What is required: Each line of the data below that contains "Residence" must be copied.

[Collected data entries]
•••

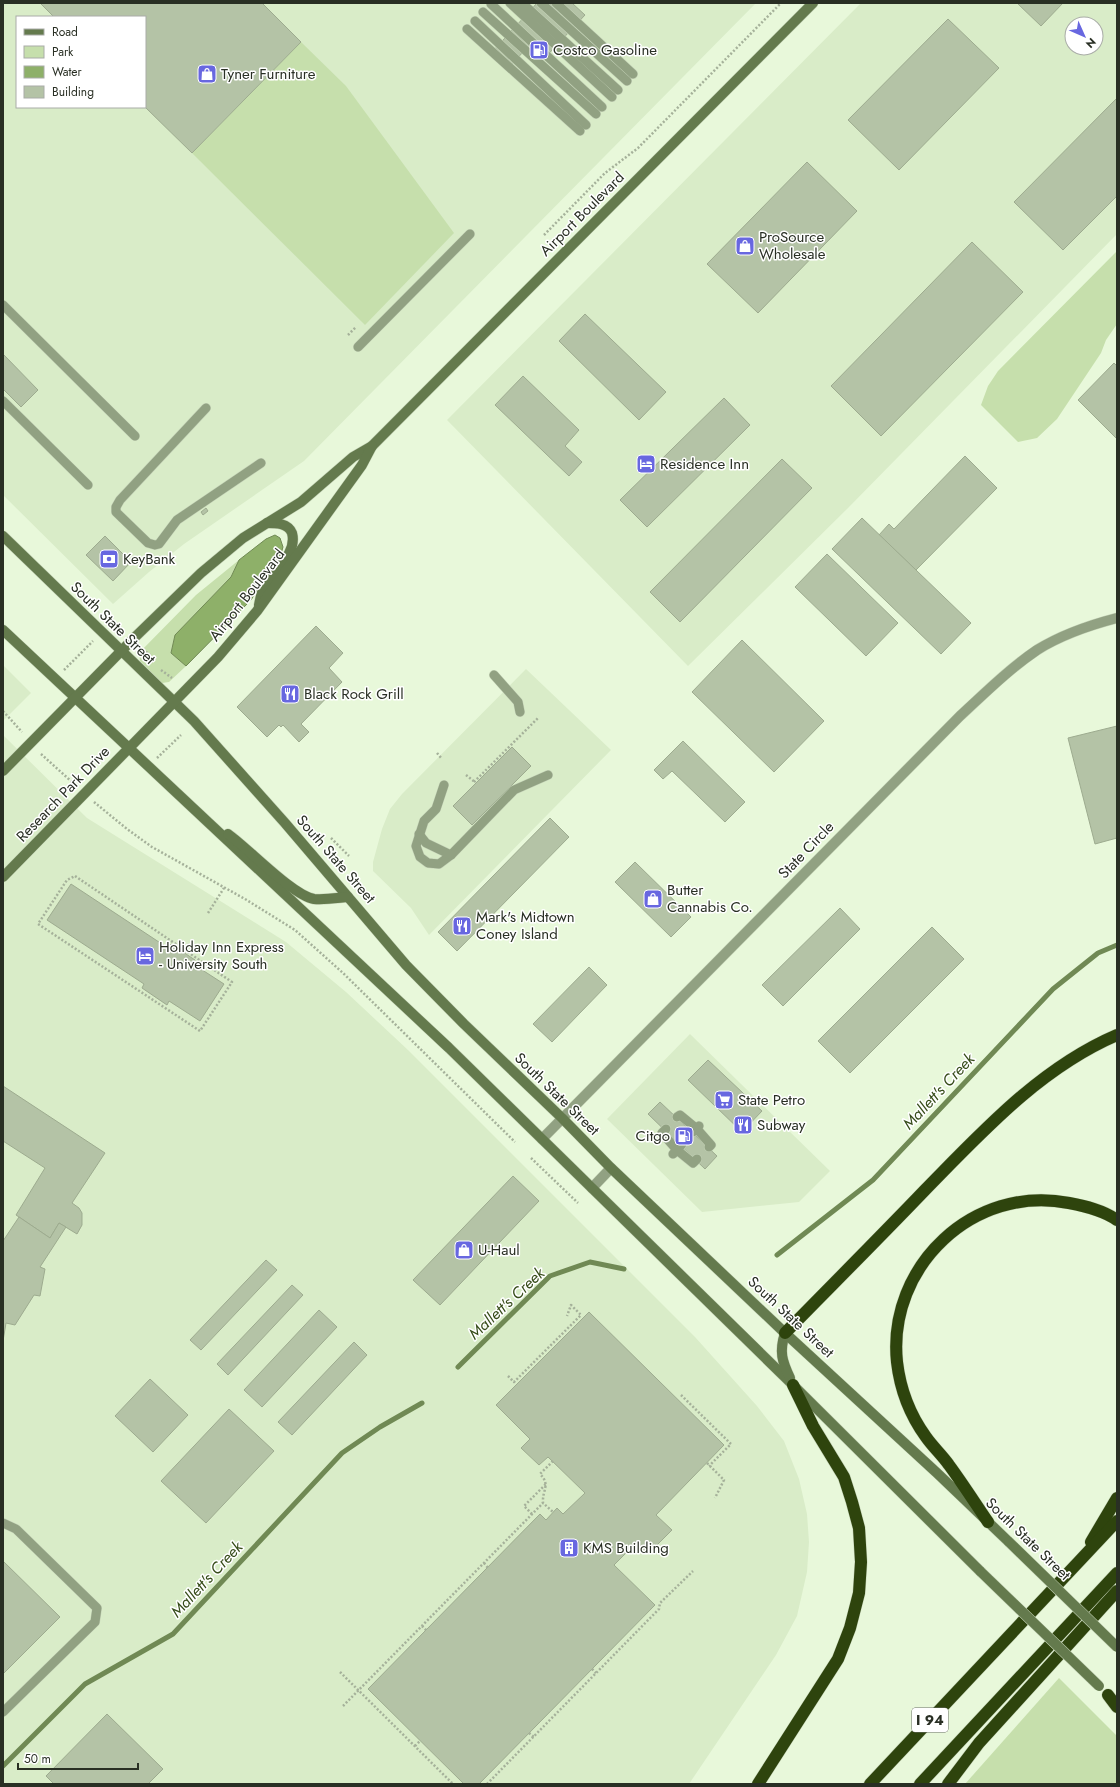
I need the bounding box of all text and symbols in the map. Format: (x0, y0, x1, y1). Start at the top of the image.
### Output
legend (16, 16, 146, 108)
north arrow (1064, 16, 1104, 56)
text: Road (52, 23, 78, 41)
text: N (1082, 34, 1100, 52)
fuel station icon: Costco Gasoline (528, 39, 550, 61)
place label: Costco Gasoline (553, 39, 657, 61)
text: Park (52, 43, 74, 61)
text: Water (52, 63, 83, 81)
shop icon: Tyner Furniture (196, 63, 218, 85)
place label: Tyner Furniture (221, 63, 316, 85)
text: Building (52, 83, 94, 101)
street label: Airport Boulevard (535, 167, 629, 261)
place label: ProSource Wholesale (759, 226, 826, 265)
shop icon: ProSource Wholesale (734, 235, 756, 257)
hotel icon: Residence Inn (635, 453, 657, 475)
place label: Residence Inn (660, 453, 749, 475)
street label: Airport Boulevard (204, 544, 290, 646)
bank icon: KeyBank (98, 548, 120, 570)
place label: KeyBank (123, 548, 176, 570)
street label: South State Street (65, 577, 161, 670)
restaurant icon: Black Rock Grill (279, 683, 301, 705)
place label: Black Rock Grill (304, 683, 404, 705)
street label: Research Park Drive (11, 741, 115, 847)
street label: South State Street (291, 810, 381, 908)
street label: State Circle (773, 816, 839, 884)
place label: Butter Cannabis Co. (667, 879, 753, 918)
shop icon: Butter Cannabis Co. (642, 888, 664, 910)
place label: Mark's Midtown Coney Island (476, 906, 575, 945)
restaurant icon: Mark's Midtown Coney Island (451, 915, 473, 937)
place label: Holiday Inn Express - University South (159, 936, 284, 975)
hotel icon: Holiday Inn Express - University South (134, 945, 156, 967)
water label: Mallett's Creek (897, 1047, 980, 1134)
street label: South State Street (509, 1048, 605, 1141)
supermarket icon: State Petro (713, 1089, 735, 1111)
place label: State Petro (738, 1089, 805, 1111)
restaurant icon: Subway (732, 1114, 754, 1136)
place label: Subway (757, 1114, 806, 1136)
place label: Citgo (635, 1125, 670, 1147)
fuel station icon: Citgo (673, 1125, 695, 1147)
shop icon: U-Haul (453, 1239, 475, 1261)
place label: U-Haul (478, 1239, 520, 1261)
water label: Mallett's Creek (463, 1261, 550, 1345)
street label: South State Street (743, 1271, 839, 1363)
street label: South State Street (980, 1493, 1076, 1586)
water label: Mallett's Creek (165, 1535, 248, 1622)
building icon: KMS Building (558, 1537, 580, 1559)
place label: KMS Building (583, 1537, 669, 1559)
road number: I 94 (912, 1708, 948, 1732)
scale bar (18, 1745, 138, 1771)
text: 50 m (24, 1750, 51, 1768)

•••

Answer section:
hotel icon: Residence Inn (635, 453, 657, 475)
place label: Residence Inn (660, 453, 749, 475)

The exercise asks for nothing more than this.